A Note on the Series: As we embark on this series, it’s important to provide context. I am one of the co-authors of Machine Learning for High-Risk Applications, along with Patrick Hall and James Curtis. This series is designed to offer a concise, reader-friendly companion to the book’s extensive content. In each article, we aim to distill the critical insights, concepts, and practical strategies presented in the book into easily digestible portions, making this knowledge accessible to a broader audience.

In the race for progress, we must tread carefully, for haste in engineering and data science can shatter more than just code.

Imagine a world where artificial intelligence (AI) powered systems could do no wrong, where they flawlessly executed their tasks without a glitch. Sounds like a sci-fi dream, doesn't it? Welcome to the real world of AI, where things don't always go as planned. An integral part of responsible AI practice involves preventing and addressing what we term “AI incidents.” This article discusses cultural competencies that can prevent and mitigate AI incidents, focusing on the concept of promoting responsible AI practices. Subsequently, we will explore related business processes in future articles to provide a comprehensive perspective on this crucial topic.

Defining AI Incidents

Addressing AI incidents is crucial before delving into machine learning (ML) safety because we can't effectively mitigate what we don't comprehend. AI incidents encompass any outcomes stemming from AI systems that could potentially cause harm. The severity of these incidents naturally varies depending on the extent of damage they result in. These incidents could range from relatively minor inconveniences, such as mall security robots tumbling downstairs, to more catastrophic events, like self-driving cars causing pedestrian fatalities and the large-scale diversion of healthcare resources away from those in dire need.

AI incidents encompass any outcomes stemming from AI systems that could potentially cause harm.

We can categorize the AI incidents into three major groups:

A taxonomy of AI incidents (adapted by author from "What to Do When AI Fails" with permission).

Attacks: Many parts of machine learning systems, like software and prediction tools, are vulnerable to cyber and insider attacks. Once an attack happens, we lose control, and the attackers may have their own goals related to accuracy, bias, privacy, reliability, and more.
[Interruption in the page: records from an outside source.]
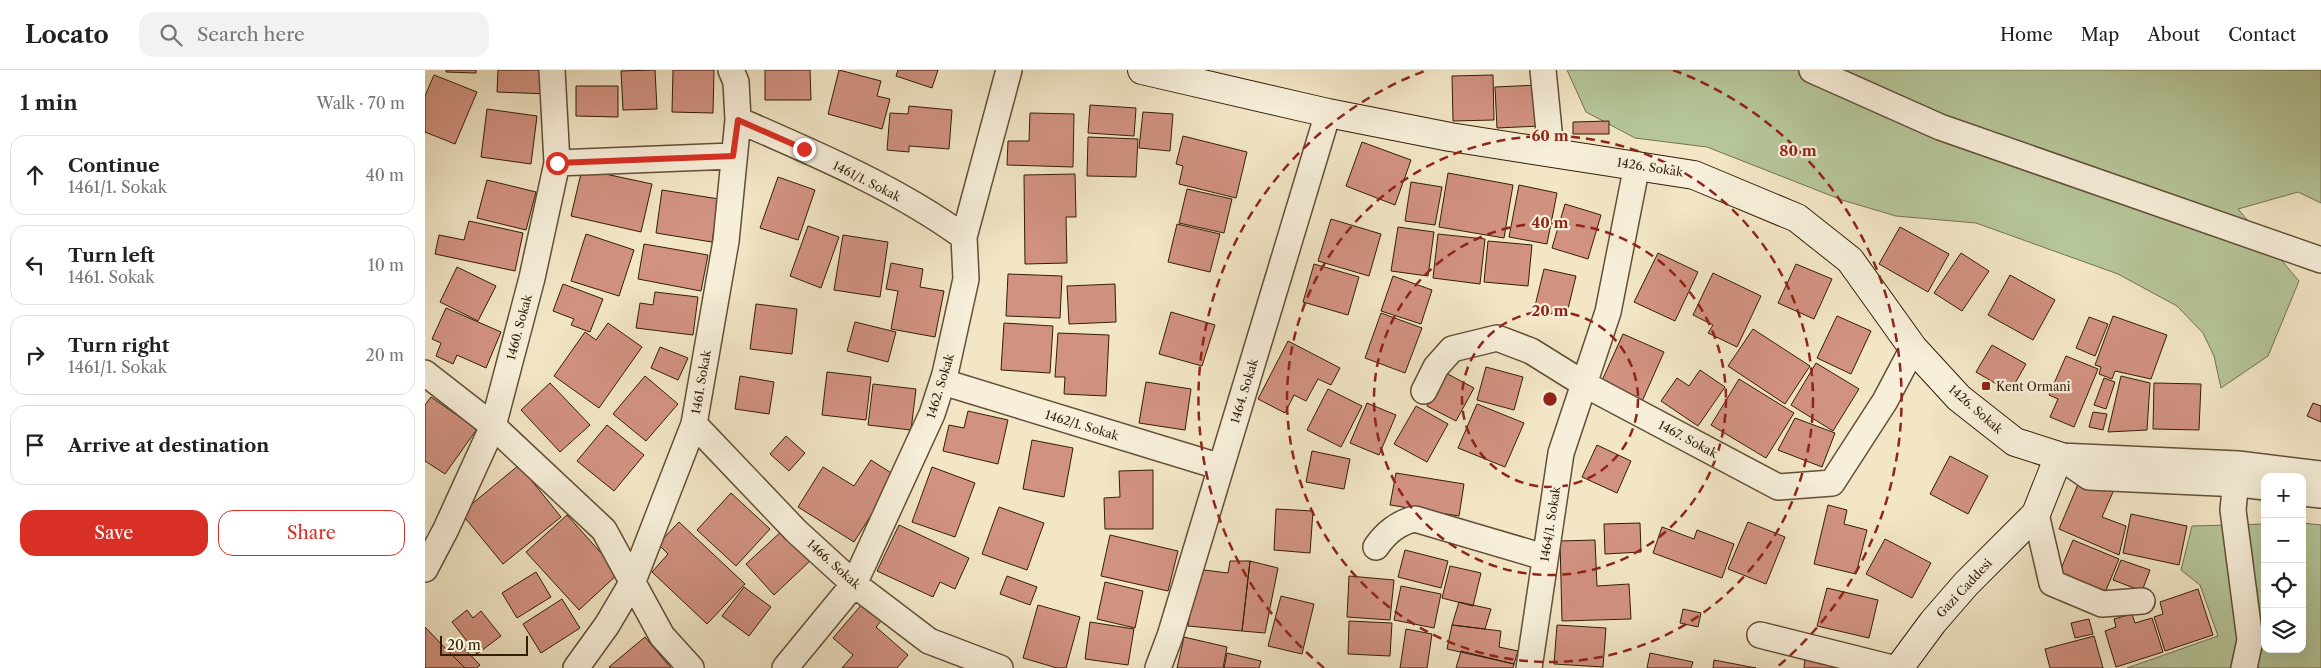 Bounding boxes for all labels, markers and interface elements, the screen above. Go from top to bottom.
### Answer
search box [139,12,489,57]
text: Locato [25,20,109,49]
icon: search [157,21,185,49]
text: Search here [197,23,305,46]
text: Home [2000,24,2053,46]
text: Map [2081,24,2119,46]
text: About [2147,24,2200,46]
text: Contact [2228,24,2296,46]
text: 1 min [20,90,78,115]
text: Walk · 70 m [317,93,405,113]
text: 60 m [1531,126,1569,145]
route end [793,138,816,161]
text: 80 m [1779,141,1817,160]
route start [546,152,569,175]
text: Continue [68,154,160,177]
street label: 1426. Sokak [1616,154,1685,180]
street label: 1461/1. Sokak [831,157,904,205]
icon: ahead [21,161,49,189]
text: 40 m [365,165,404,185]
text: 1461/1. Sokak [68,177,167,197]
text: 40 m [1531,213,1569,232]
text: Turn left [68,244,155,267]
icon: left [21,251,49,279]
text: 10 m [368,255,404,275]
text: 1461. Sokak [68,267,155,287]
street label: 1460. Sokak [503,292,535,361]
text: 20 m [1531,301,1569,320]
text: Turn right [68,334,169,357]
icon: right [21,341,49,369]
text: 20 m [365,345,404,365]
street label: 1461. Sokak [688,348,714,415]
street label: 1462. Sokak [923,351,957,420]
street label: 1464. Sokak [1227,356,1261,425]
text: 1461/1. Sokak [68,357,167,377]
place label: Kent Ormani [1996,379,2071,394]
marker: Kent Ormani [1980,380,1992,392]
street label: 1426. Sokak [1946,381,2007,437]
centre of rings [1541,390,1559,408]
street label: 1462/1. Sokak [1043,407,1122,444]
street label: 1467. Sokak [1656,417,1721,461]
icon: arrive [21,431,49,459]
text: Arrive at destination [68,434,269,457]
map controls [2261,473,2306,653]
button: + [2261,473,2306,518]
street label: 1464/1. Sokak [1537,484,1564,563]
button: Save [20,510,208,556]
button: Share [218,510,405,556]
button: − [2261,518,2306,563]
street label: 1466. Sokak [804,536,865,593]
street label: Gazi Caddesi [1933,555,1995,620]
button: locate [2261,563,2306,608]
button: layers [2261,608,2306,653]
scale bar [440,633,527,656]
text: 20 m [447,636,481,654]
Researchers have extensively documented such attack categories, namely confidentiality, integrity, and availability attacks.
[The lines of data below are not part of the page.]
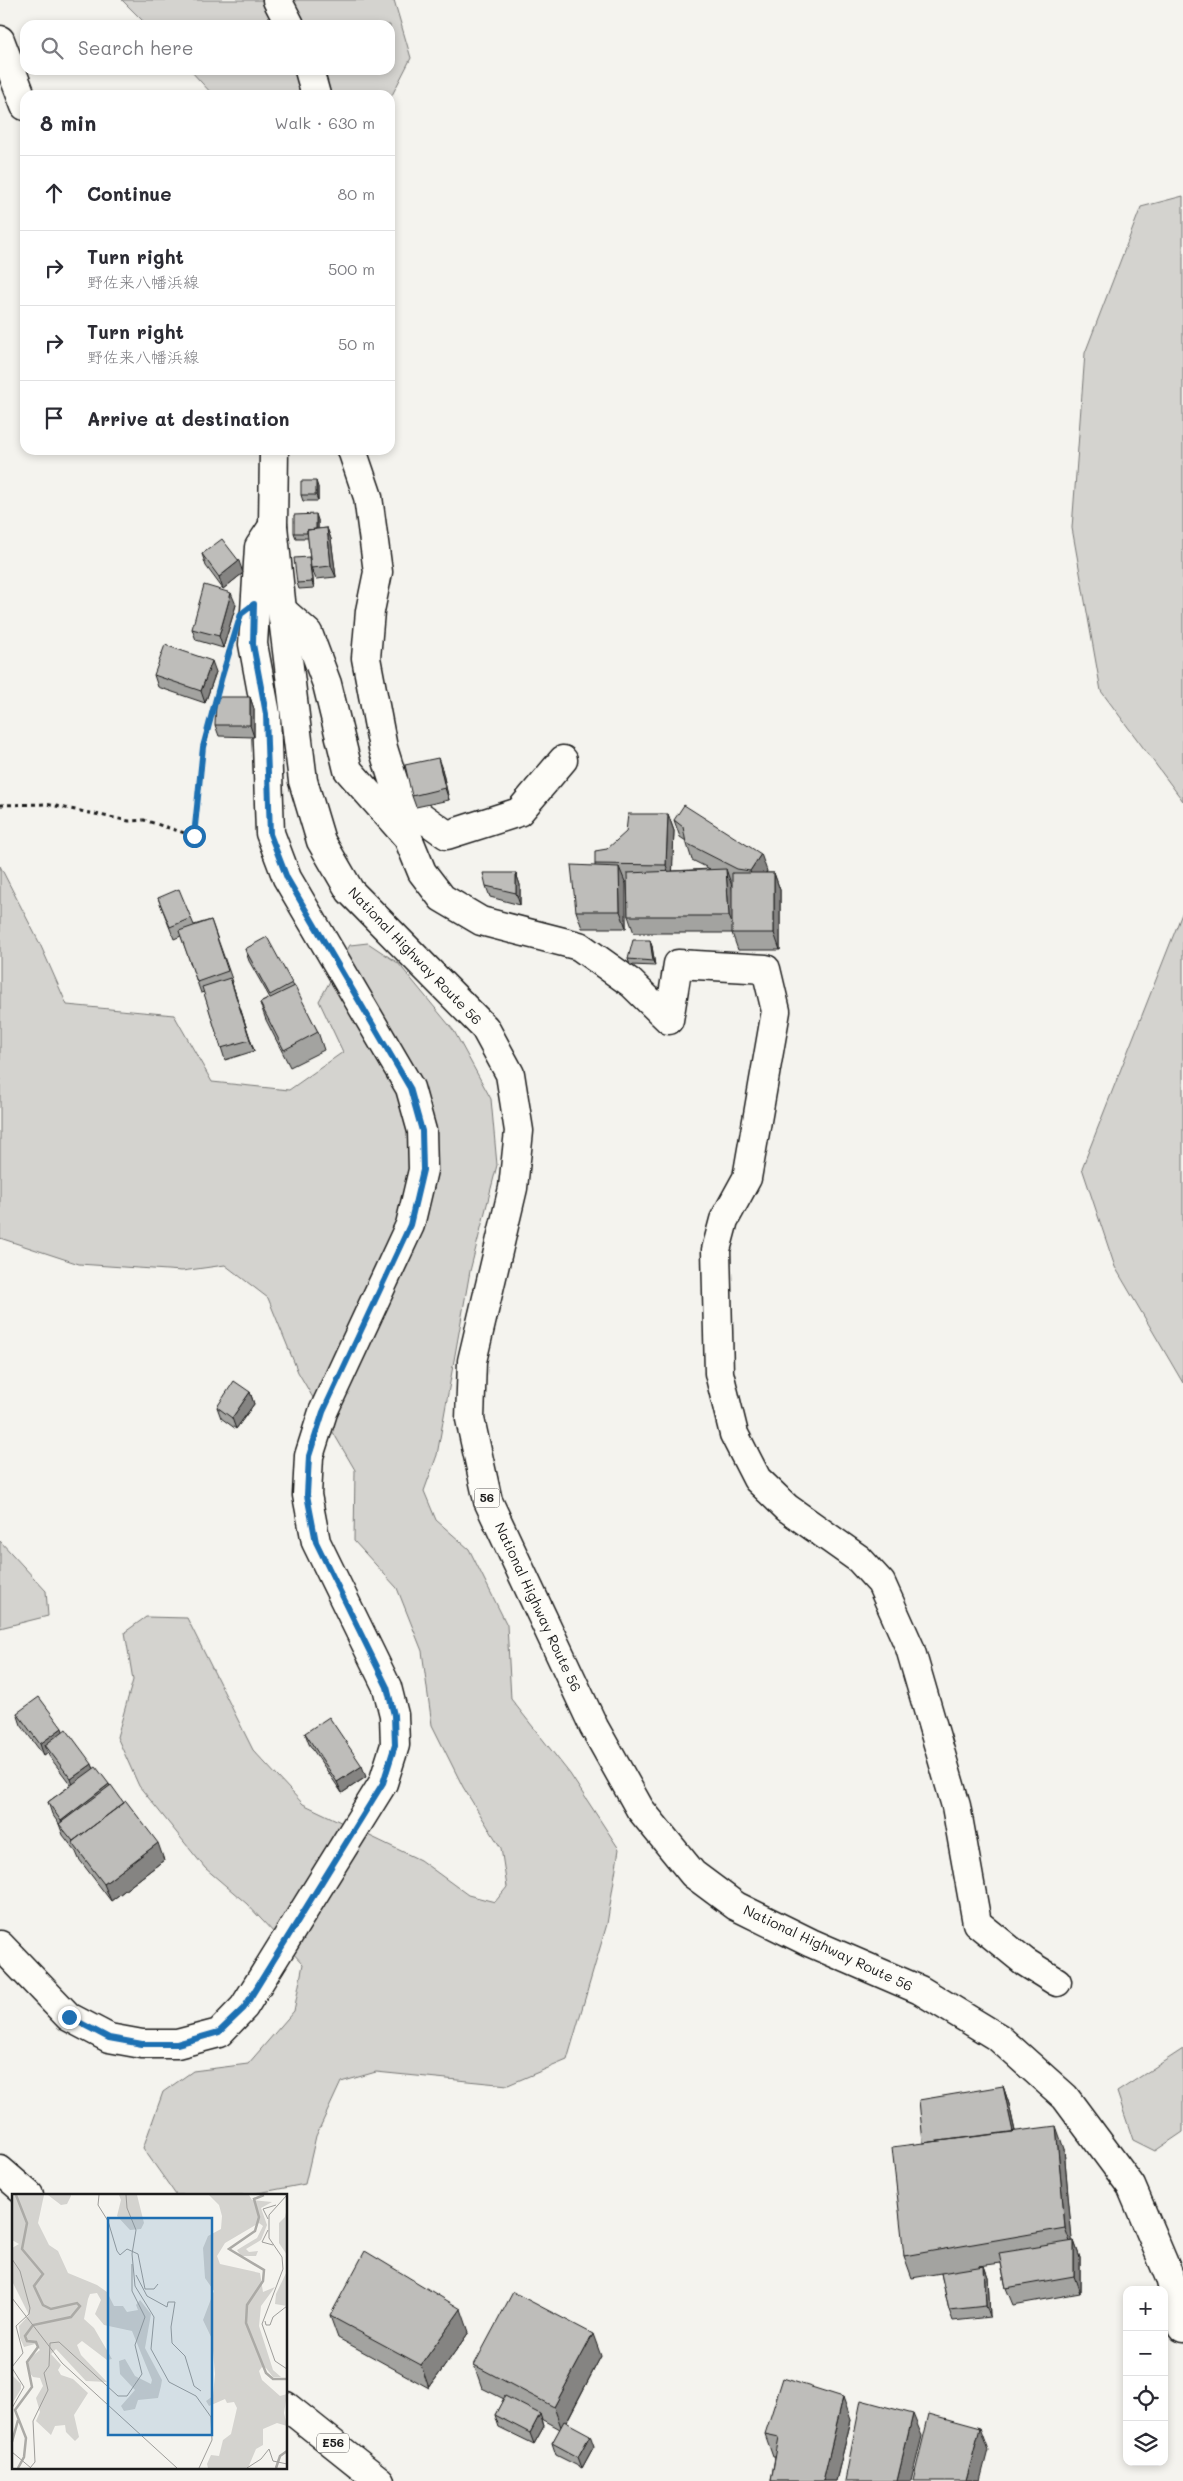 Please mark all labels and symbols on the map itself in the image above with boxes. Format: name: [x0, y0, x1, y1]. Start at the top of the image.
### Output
route start: [183, 825, 206, 848]
street label: National Highway Route 56: [344, 883, 486, 1029]
road number: 56: [474, 1489, 500, 1508]
street label: National Highway Route 56: [491, 1519, 586, 1695]
street label: National Highway Route 56: [740, 1900, 916, 1995]
route end: [58, 2006, 81, 2029]
inset map: [12, 2194, 288, 2468]
road number: E56: [317, 2434, 349, 2452]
Types of machine learning attacks. Image by author.

Failures: Failures refer to issues within AI systems, which often include problems like algorithmic bias, lapses in safety and performance, breaches of data privacy, a lack of transparency, or shortcomings in third-party system components.

Abuses: AI tools can be abused by people with malicious intent. Hackers often use AI to enhance their attacks, such as in autonomous drone strikes. Additionally, some governments employ AI for purposes like ethnic profiling, highlighting the widespread misuse of AI technology.
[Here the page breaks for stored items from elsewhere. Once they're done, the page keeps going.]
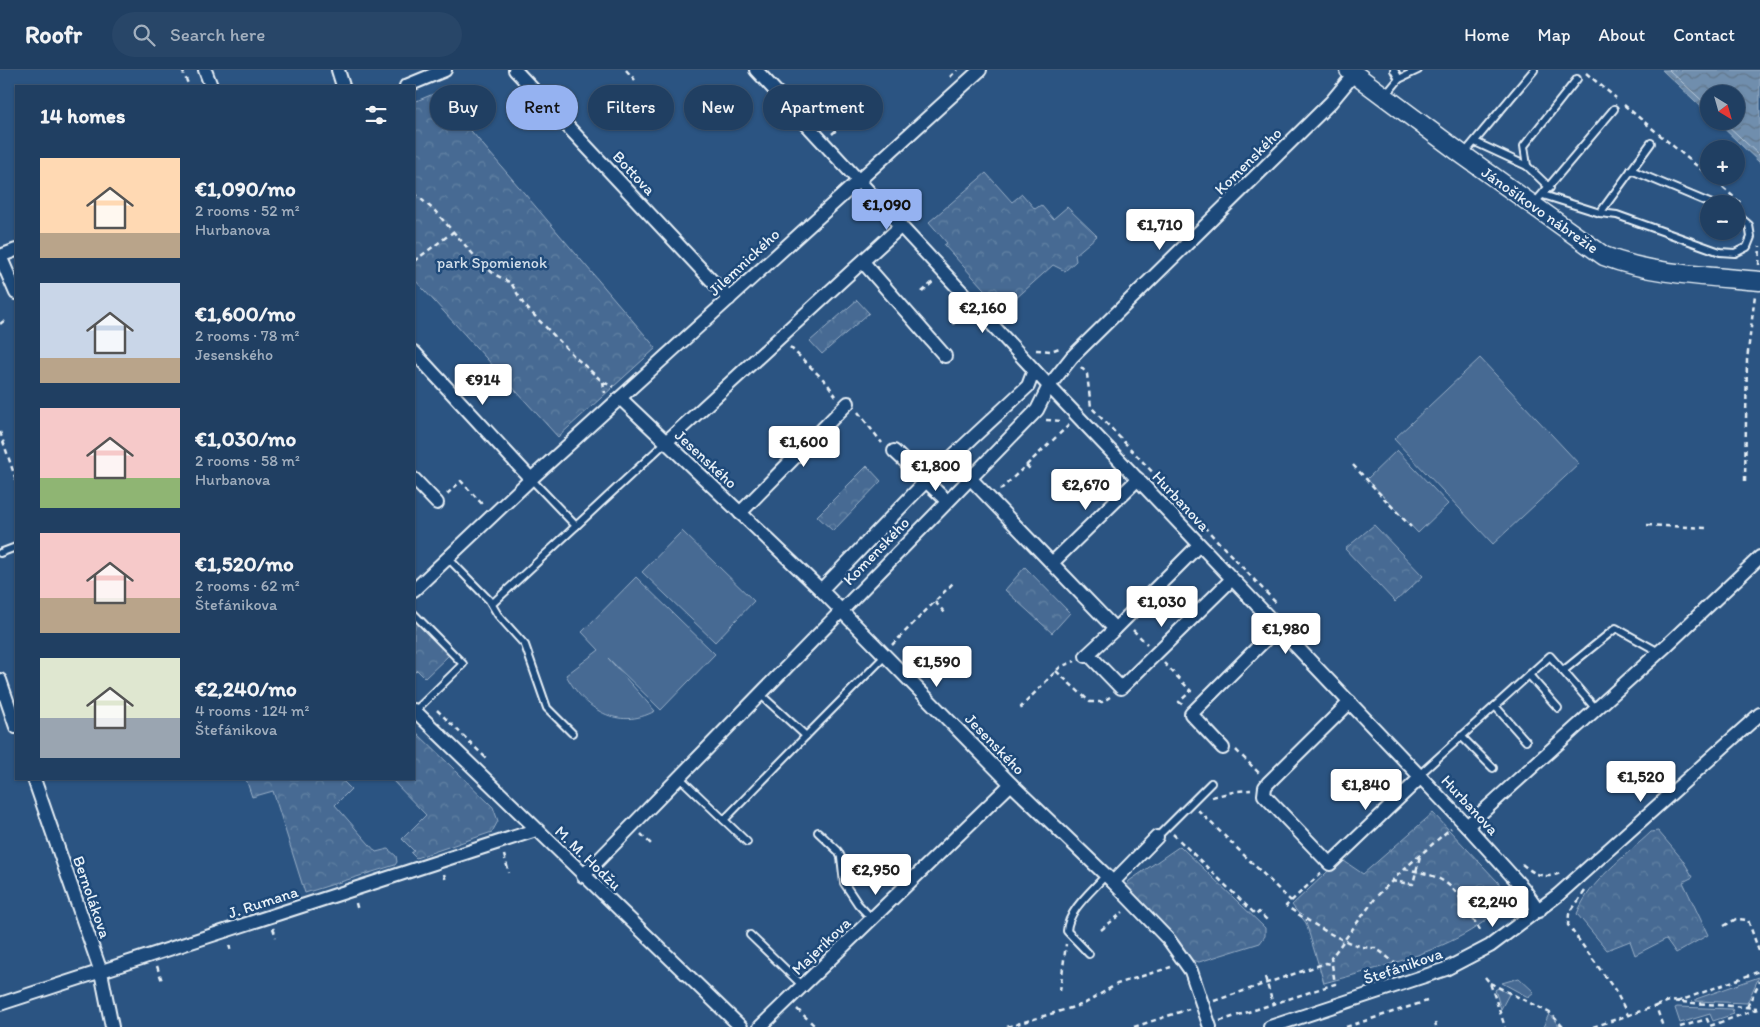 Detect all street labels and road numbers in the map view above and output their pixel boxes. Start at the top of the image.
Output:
street label: Komenského [1210,123,1286,199]
street label: Bottova [609,147,660,200]
street label: Jánošíkovo nábrežie [1478,163,1602,258]
street label: Jilemnického [705,224,783,300]
street label: Jesenského [671,425,741,493]
street label: Hurbanova [1148,467,1214,536]
street label: Komenského [839,513,913,589]
street label: Jesenského [961,709,1029,779]
street label: Hurbanova [1437,771,1503,840]
street label: M. M. Hodžu [551,822,625,894]
street label: Bernolákova [69,853,115,941]
street label: J. Rumana [226,882,301,922]
street label: Majeríkova [788,913,855,979]
street label: Štefánikova [1361,943,1446,988]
Cataloging AI Incidents: The AI Incident Database

AI incidents can act as catalysts for promoting responsible technological progress within companies. When developing machine learning systems, it's crucial to cross-reference current plans with past incidents to avert potential future occurrences proactively. This aligns with the primary objective of ongoing endeavors to establish AI incident databases and their corresponding publications. An excellent example of such an endeavor is the AI Incident Database.

https://incidentdatabase.ai/

As stated on the AI Incident Database website, their mission is clear:

"The AI Incident Database is dedicated to indexing the collective history of harms or near harms realized in the real world by the deployment of artificial intelligence systems. Like similar databases in aviation and computer security, the AI Incident Database aims to learn from experience so we can prevent or mitigate bad outcomes."

The underlying idea here is that, like other domains, AI can also greatly benefit from learning from past mistakes to avoid their recurrence in the future. To achieve this effectively, it is imperative to maintain an accurate record of these failures.

Mitigating ML Risks Through Cultural Competencies

The culture within an organization plays a pivotal role in ensuring responsible AI practices. This article will mainly explore some cultural strategies to achieve this goal. In upcoming articles, we will also delve into additional methods for mitigating AI-related risks, including business processes and the model risk management aspects. Validation, auditing, and incident response teams are crucial alongside developers.

1. Organizational Accountability

Achieving responsible AI practices in organizations hinges on accountability, culture, and adherence to standards like Model Risk Management (MRM). Without consequences for ML system failures, attacks, or misuse, safety and performance may be overlooked. Key cultural tenets for MRM include written policies and procedures, rigorous assessment from independent experts, accountable leadership (e.g., Chief Model Risk Officer), and aligning incentives for responsible ML implementation and not just speedy development.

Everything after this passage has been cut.